Революция и Гражданская война принесли в уральский город голод и эпидемии сыпного и брюшного тифа. В тяжёлые дни Гуго Карлович возглавил больницу, открытую для немецких военнопленных и интернированных граждан. Власть в Оренбурге несколько раз переходила от одной противоборствующей стороны к другой. Во время чешского мятежа «славянские братья» решили расстрелять оренбургского врача как «немецкого буржуя». К счастью, вовремя вмешались несколько русских, хорошо знавших Гуго Карловича. В очередной приход красных к Шморелю доставили больного тифом комиссара. «Вылечишь, немец?» — спросил он врача в лихорадочном бреду. Сопровождавшие красноармейцы ясно дали понять доктору, что смертельный исход их командира будет равнозначен такому же приговору и для него самого. Комиссар выжил, а доктор Шморель стал считаться в городе подлинным интернационалистом, сочувствующим советской власти.
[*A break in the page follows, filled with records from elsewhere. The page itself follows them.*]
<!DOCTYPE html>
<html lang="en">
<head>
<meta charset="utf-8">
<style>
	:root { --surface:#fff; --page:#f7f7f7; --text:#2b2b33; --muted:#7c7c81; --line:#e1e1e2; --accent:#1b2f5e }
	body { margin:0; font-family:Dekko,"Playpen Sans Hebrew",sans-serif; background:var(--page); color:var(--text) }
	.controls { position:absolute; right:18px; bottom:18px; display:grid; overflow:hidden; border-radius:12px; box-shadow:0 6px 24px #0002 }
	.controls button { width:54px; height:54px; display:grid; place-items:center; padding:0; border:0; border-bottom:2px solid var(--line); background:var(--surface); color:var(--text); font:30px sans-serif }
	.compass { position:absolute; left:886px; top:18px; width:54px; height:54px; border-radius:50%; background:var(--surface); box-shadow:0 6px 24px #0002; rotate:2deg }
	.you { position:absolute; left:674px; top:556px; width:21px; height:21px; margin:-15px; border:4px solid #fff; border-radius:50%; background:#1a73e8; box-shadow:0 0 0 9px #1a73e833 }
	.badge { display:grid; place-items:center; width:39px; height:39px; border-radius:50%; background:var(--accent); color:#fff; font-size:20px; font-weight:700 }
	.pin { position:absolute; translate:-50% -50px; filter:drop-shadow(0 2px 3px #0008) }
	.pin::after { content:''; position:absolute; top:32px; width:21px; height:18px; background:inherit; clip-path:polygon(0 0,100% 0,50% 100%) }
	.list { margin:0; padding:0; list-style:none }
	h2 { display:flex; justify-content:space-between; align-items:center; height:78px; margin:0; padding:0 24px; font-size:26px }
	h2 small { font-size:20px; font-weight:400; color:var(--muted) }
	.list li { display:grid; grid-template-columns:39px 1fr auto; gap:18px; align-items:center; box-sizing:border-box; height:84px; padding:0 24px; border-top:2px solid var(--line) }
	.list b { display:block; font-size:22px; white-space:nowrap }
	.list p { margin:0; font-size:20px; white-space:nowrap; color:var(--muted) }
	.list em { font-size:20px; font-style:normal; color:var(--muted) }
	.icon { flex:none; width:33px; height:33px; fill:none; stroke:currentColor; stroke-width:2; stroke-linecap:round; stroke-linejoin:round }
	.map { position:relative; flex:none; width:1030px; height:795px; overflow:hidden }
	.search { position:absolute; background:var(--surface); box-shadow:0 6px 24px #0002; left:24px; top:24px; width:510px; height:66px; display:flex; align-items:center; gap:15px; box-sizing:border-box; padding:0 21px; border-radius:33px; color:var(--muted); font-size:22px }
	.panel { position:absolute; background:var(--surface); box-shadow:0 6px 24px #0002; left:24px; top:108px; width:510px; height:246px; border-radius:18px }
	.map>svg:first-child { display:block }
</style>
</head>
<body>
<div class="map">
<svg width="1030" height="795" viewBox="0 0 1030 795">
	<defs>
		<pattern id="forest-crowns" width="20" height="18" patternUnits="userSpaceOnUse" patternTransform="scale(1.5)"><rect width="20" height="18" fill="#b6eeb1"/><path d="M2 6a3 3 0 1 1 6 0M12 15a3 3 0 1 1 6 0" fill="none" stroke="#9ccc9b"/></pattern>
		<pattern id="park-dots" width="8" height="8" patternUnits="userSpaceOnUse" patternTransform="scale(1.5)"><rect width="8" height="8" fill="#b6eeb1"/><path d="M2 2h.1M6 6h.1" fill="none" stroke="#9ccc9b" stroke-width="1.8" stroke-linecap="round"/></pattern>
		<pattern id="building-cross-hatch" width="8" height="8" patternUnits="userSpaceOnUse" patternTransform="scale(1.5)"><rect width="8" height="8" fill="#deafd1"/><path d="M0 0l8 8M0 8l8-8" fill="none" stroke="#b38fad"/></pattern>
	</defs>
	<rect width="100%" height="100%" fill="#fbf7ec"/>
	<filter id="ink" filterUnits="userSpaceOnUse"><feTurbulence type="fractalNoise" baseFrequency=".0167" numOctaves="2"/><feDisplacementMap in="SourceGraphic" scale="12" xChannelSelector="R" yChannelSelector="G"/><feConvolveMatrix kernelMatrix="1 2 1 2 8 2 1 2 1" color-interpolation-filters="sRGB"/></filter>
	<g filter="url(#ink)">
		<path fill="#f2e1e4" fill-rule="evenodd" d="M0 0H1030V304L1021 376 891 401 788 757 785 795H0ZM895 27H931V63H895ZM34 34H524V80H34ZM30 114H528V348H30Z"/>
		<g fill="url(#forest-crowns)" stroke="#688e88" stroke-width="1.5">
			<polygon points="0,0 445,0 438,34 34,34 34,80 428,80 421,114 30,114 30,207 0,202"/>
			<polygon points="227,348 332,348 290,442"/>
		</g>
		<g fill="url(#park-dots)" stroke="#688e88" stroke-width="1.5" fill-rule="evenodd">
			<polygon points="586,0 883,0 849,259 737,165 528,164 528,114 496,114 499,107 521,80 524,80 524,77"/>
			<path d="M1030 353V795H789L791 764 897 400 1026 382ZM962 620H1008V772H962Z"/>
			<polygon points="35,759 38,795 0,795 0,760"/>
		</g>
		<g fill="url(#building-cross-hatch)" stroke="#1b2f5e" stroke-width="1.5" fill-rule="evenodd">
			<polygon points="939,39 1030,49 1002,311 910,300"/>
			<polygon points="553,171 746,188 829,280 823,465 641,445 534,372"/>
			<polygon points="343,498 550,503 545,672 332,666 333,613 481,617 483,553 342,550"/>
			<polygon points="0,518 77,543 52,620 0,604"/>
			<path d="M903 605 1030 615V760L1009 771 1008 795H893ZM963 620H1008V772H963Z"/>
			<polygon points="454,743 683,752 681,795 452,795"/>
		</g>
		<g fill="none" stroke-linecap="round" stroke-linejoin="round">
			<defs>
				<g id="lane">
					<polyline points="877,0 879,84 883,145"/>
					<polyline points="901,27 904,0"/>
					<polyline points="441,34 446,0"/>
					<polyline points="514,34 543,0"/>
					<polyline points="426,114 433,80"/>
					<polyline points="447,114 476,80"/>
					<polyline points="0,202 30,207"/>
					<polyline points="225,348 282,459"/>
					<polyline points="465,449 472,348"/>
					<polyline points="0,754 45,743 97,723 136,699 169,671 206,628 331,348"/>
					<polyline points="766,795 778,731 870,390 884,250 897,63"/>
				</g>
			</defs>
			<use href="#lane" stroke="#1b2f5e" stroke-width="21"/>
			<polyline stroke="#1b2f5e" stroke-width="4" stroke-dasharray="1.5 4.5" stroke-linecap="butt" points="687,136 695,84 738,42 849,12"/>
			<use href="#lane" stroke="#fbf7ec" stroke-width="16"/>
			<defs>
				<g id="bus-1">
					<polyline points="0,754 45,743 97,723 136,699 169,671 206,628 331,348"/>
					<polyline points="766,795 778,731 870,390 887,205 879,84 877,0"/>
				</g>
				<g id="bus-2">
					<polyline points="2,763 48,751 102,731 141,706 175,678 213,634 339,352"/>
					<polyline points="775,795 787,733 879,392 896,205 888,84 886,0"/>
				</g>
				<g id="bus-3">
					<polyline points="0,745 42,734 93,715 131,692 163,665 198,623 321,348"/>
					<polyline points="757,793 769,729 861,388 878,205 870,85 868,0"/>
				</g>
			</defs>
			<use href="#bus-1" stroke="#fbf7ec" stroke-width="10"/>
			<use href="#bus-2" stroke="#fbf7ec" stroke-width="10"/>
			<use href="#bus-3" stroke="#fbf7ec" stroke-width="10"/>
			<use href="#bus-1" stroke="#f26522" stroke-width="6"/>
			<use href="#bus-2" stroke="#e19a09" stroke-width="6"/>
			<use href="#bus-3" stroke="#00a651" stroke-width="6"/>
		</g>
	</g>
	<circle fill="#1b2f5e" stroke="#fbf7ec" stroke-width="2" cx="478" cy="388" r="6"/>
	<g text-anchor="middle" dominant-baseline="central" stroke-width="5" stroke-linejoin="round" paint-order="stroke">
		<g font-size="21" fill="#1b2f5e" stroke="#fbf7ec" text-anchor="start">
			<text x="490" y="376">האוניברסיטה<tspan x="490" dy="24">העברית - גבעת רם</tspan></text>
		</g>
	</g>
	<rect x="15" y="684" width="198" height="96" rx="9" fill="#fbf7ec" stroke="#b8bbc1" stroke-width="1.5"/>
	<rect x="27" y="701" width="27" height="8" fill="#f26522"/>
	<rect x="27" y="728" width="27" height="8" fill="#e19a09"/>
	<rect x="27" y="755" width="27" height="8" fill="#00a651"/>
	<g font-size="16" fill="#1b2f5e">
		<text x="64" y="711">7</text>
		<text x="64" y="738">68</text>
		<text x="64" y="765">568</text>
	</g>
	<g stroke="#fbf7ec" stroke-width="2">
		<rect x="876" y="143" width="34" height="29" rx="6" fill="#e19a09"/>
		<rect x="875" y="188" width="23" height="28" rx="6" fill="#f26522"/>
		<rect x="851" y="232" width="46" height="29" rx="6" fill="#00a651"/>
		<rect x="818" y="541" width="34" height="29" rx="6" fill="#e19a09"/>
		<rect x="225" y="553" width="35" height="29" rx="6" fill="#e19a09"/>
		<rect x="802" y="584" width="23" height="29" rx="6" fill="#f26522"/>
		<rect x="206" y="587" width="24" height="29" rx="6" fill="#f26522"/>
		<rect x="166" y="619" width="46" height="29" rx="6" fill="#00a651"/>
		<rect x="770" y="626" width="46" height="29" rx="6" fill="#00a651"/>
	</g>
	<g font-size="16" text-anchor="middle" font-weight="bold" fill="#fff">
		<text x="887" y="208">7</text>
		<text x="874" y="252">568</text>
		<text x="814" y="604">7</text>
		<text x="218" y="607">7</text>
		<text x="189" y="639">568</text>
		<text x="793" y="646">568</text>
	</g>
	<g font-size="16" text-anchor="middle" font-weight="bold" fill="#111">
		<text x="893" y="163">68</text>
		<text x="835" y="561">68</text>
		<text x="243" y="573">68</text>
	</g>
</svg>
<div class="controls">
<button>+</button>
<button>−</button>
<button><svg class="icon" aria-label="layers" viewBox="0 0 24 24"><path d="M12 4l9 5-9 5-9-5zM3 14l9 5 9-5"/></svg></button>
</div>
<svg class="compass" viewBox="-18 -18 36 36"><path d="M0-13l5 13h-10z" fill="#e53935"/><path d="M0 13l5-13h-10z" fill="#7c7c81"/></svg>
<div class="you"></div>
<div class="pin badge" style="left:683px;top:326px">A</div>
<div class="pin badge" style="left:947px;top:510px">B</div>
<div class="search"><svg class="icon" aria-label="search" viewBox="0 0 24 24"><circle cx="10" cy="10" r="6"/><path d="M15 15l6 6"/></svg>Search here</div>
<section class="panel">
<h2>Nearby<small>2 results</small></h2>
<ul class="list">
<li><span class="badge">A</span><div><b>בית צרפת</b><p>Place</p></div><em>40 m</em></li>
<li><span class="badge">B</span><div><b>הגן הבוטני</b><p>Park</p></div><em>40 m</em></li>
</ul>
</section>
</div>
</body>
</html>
Так получилось, что, заботясь об окружающих, Гуго Карлович не смог уберечь самого близкого ему человека. В 1918 году Наталья Петровна умерла от тифа. Говорили, что она заразилась на рынке — неосторожно попробовала у торговки кислое молоко. Мама Таля, как называли её в семье, была красивой женщиной. Александр в студенческие годы очень походил на мать. Его волосы имели такой же тёмно-рыжеватый оттенок, и взгляд был спокойный, мечтательный. Гуго Карлович тяжело переживал трагедию, но нужно было заботиться о маленьком сынишке. По рекомендации сестры Марии отец нанял нянюшку Феодосию Константиновну Лапшину, работавшую у неё домработницей. С тех пор крестьянка из села Романовка Царицынского уезда Саратовской губернии стала членом семьи Шморель. Сначала она воспитывала Шурика, потом Эриха и Наташу, родившихся во втором браке, уже в Германии. Там она часто плакала по потерянной родине и до конца своих дней не уставала заботиться о благополучии своих уже выросших подопечных. Она много рассказывала детям о матери Александра, о своей деревне. Говорила, что Стенька Разин доводился ей кем-то из предков: «Он хоть и разбойник был, но брал только у богатых и делился с простым народом!»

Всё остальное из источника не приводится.